00:01RTL Matin
00:02Il est 7h39, Langue Éco, François Langlais.
00:0432 pays ont donc décidé de verser 400 millions de barils de pétrole sur le marché
00:08pour essayer de calmer les prix des carburants.
00:10Ça représente, pour qu'on ait une idée, 20 jours des volumes exportés
00:14via le détroit d'Hormuz, a dit Emmanuel Macron.
00:16Mais ce matin, François, en regardant les cours flambés de nouveau,
00:20on se dit que c'est un pansement sur une jambe de bois.
00:22Vous disiez flop, là, juste avant la pub.
00:24Écoutez Thomas, les marchés ont répondu à la question.
00:26Le cours du pétrole a pris 7% ce matin.
00:29après avoir grimpé de 5% hier, juste après l'annonce du déblocage des stocks.
00:34On est donc repassé au-dessus des 100 dollars.

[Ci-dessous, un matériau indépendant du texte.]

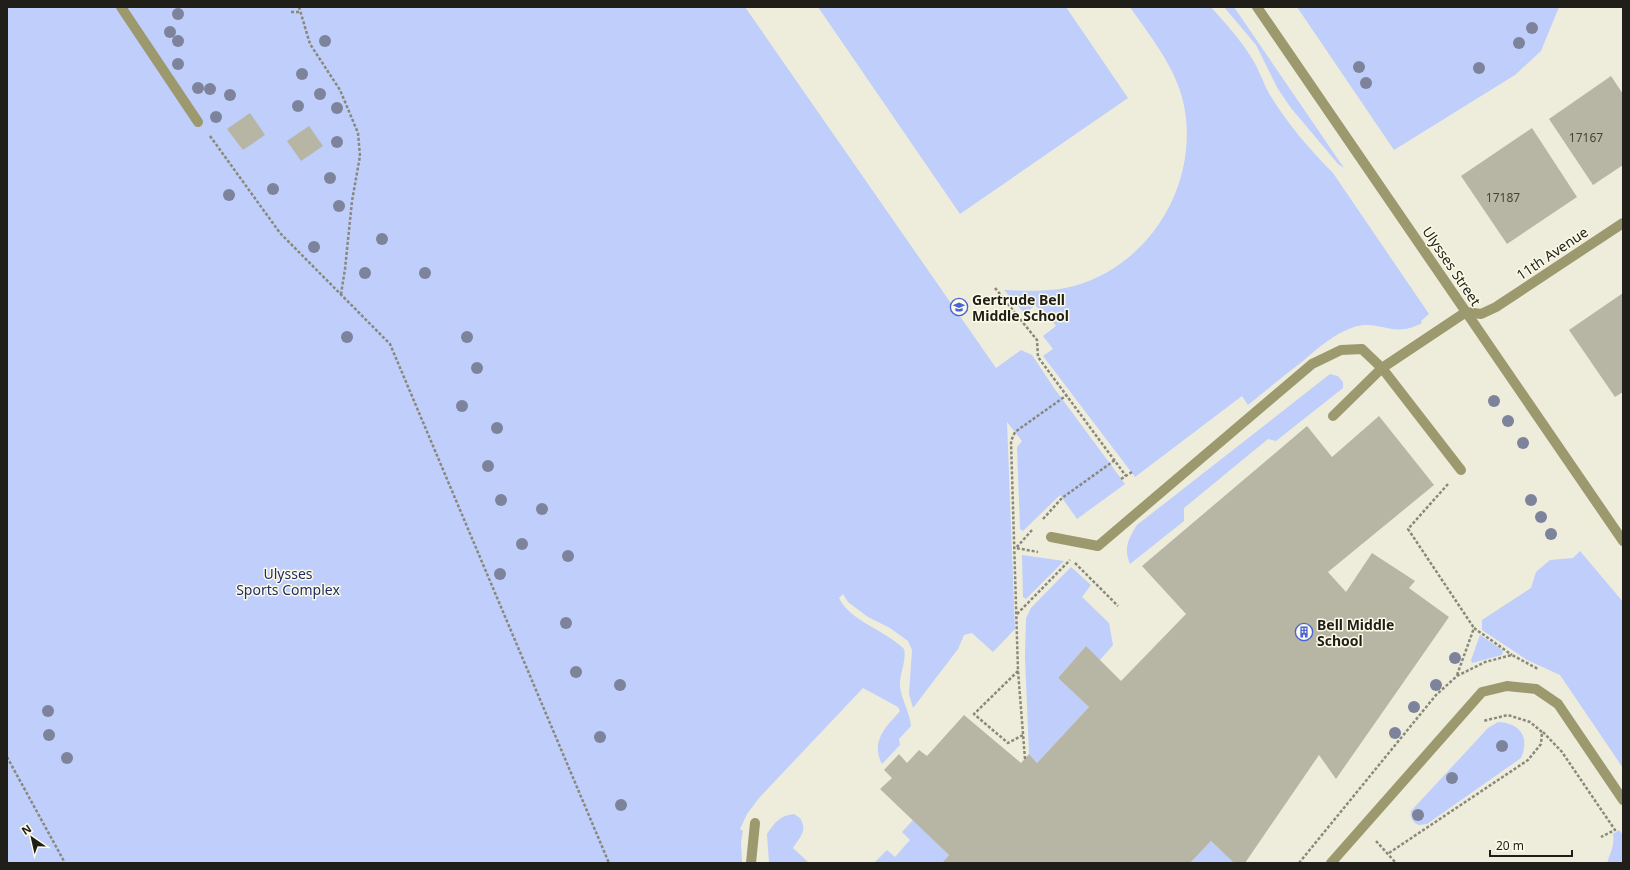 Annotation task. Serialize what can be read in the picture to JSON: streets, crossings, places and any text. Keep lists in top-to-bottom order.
{
  "streets": {
    "street": ["11th Avenue", "Ulysses Street"]
  },
  "crossings": [
    ["11th Avenue", "Ulysses Street"]
  ],
  "parks": ["Ulysses Sports Complex"],
  "places": {
    "school or university": ["Gertrude Bell Middle School"],
    "building": ["Bell Middle School"]
  },
  "house_numbers": ["17167", "17187"],
  "scale_bar": "20 m",
  "north": "top left"
}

00:36Ce qui a provoqué, en réalité, ce nouvel accès de fièvre,
00:40c'est l'attaque de trois navires cette nuit,
00:41dont deux pétroliers dans les eaux territorielles irakiennes.
00:45La persistance du blocage du fameux détroit d'Hormuz
00:48inquiète de plus en plus les marchés mondiaux du pétrole.

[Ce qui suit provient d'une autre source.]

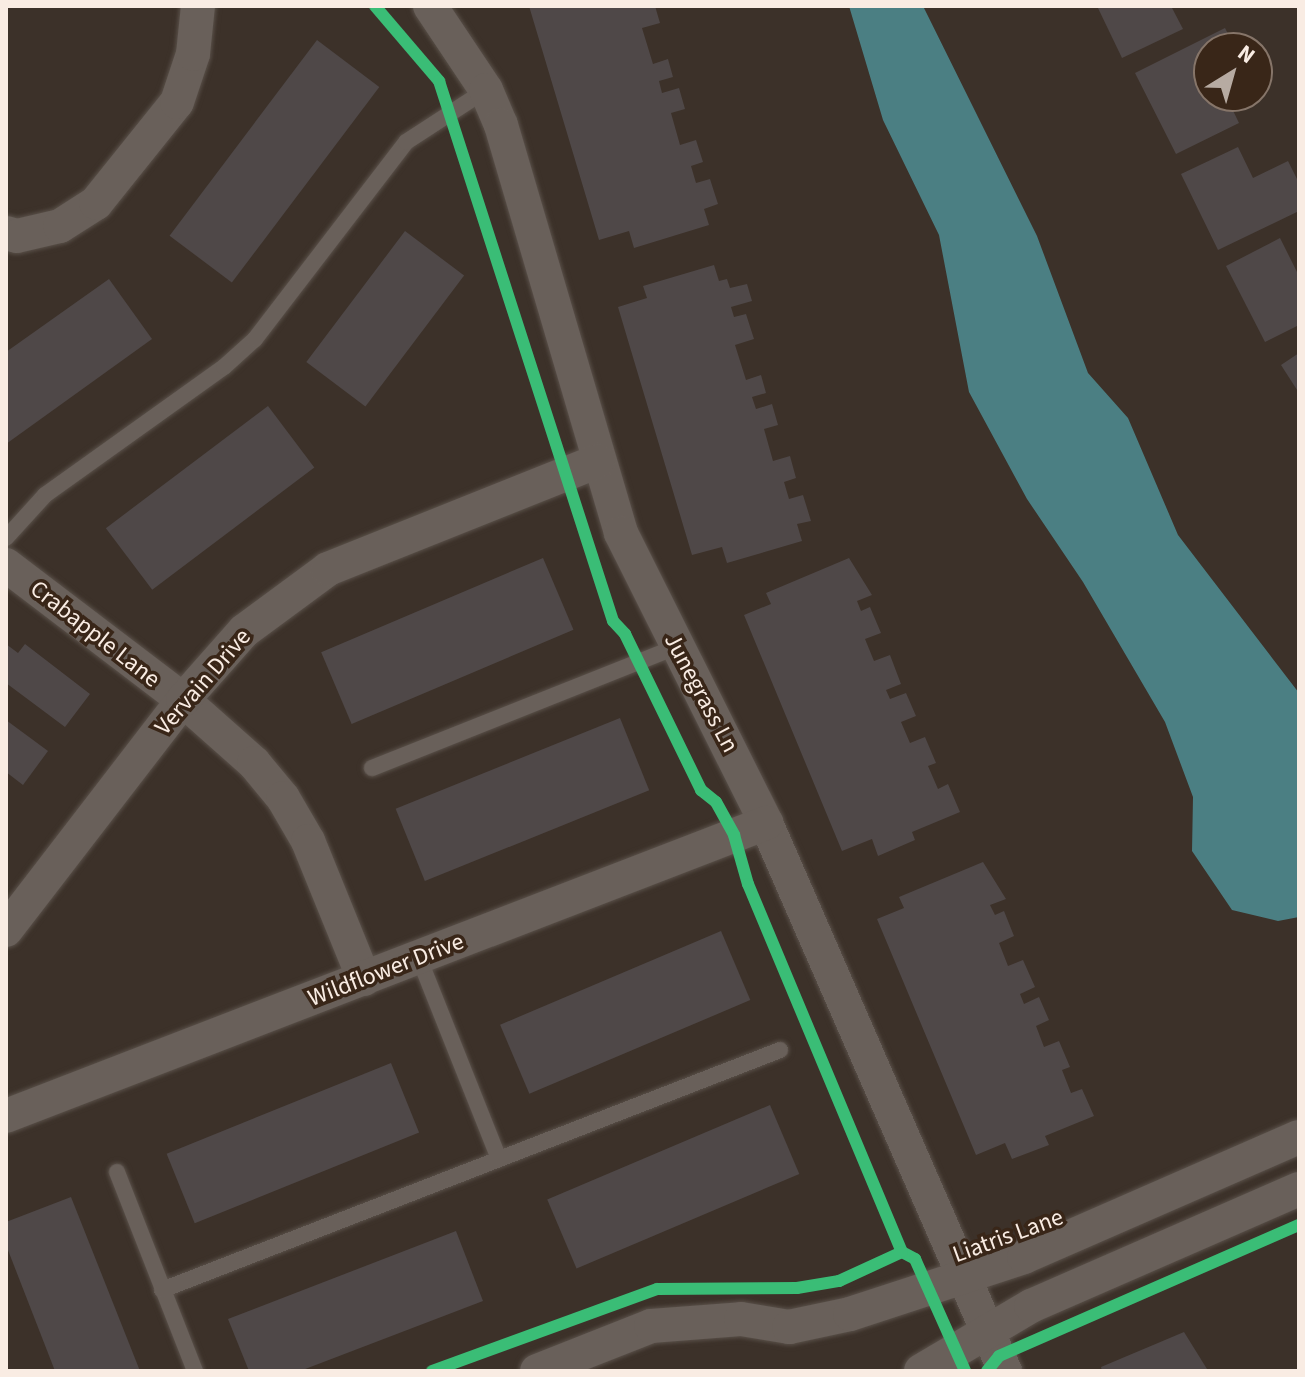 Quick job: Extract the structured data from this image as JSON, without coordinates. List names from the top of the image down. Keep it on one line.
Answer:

00:51Et donc, ce déblocage de stocks, c'était un coup d'épée dans l'eau ?
00:53On peut déjà dire ça ?
00:54Disons qu'on comptait sur un effet psychologique.
00:56En se disant, tout ça, c'est de la psychologie.
01:00Et pour la psychologie, on a mis le paquet.
01:02C'est le déblocage le plus important jamais opéré
01:04par les quelques 30 pays membres de l'Agence internationale de l'énergie.
01:09Vous l'avez dit, 400 millions de barils.
01:13Pour vous donner un ordre d'idée autre que celui que vous avez rappelé,
01:17c'est 4 jours de consommation mondiale.
01:19Donc, c'est quand même pas rien.
01:20Bon, mais l'idée, c'est quoi ?
01:22C'est de parvenir à faire baisser les prix en calmant les inquiétudes.
01:24C'est ça la psychologie de départ, on va dire ?
01:26C'est ça, et alimenter un marché qui est dominé en ce moment par la peur de manquer,
01:30même s'il n'y a pas de manque physique en ce moment.
01:32En fait, il s'agit tout bonnement d'augmenter l'offre face à une demande
01:36qu'on ne peut pas faire baisser sans casser la croissance économique mondiale.
01:40Le paradoxe, c'est qu'en réalité, ça a joué en sens inverse.
01:44Ça a donné un signal de plus de la gravité de la crise.
01:47Bon, et pourquoi ça n'a pas réussi, au moins, on va dire, à stabiliser les cours ?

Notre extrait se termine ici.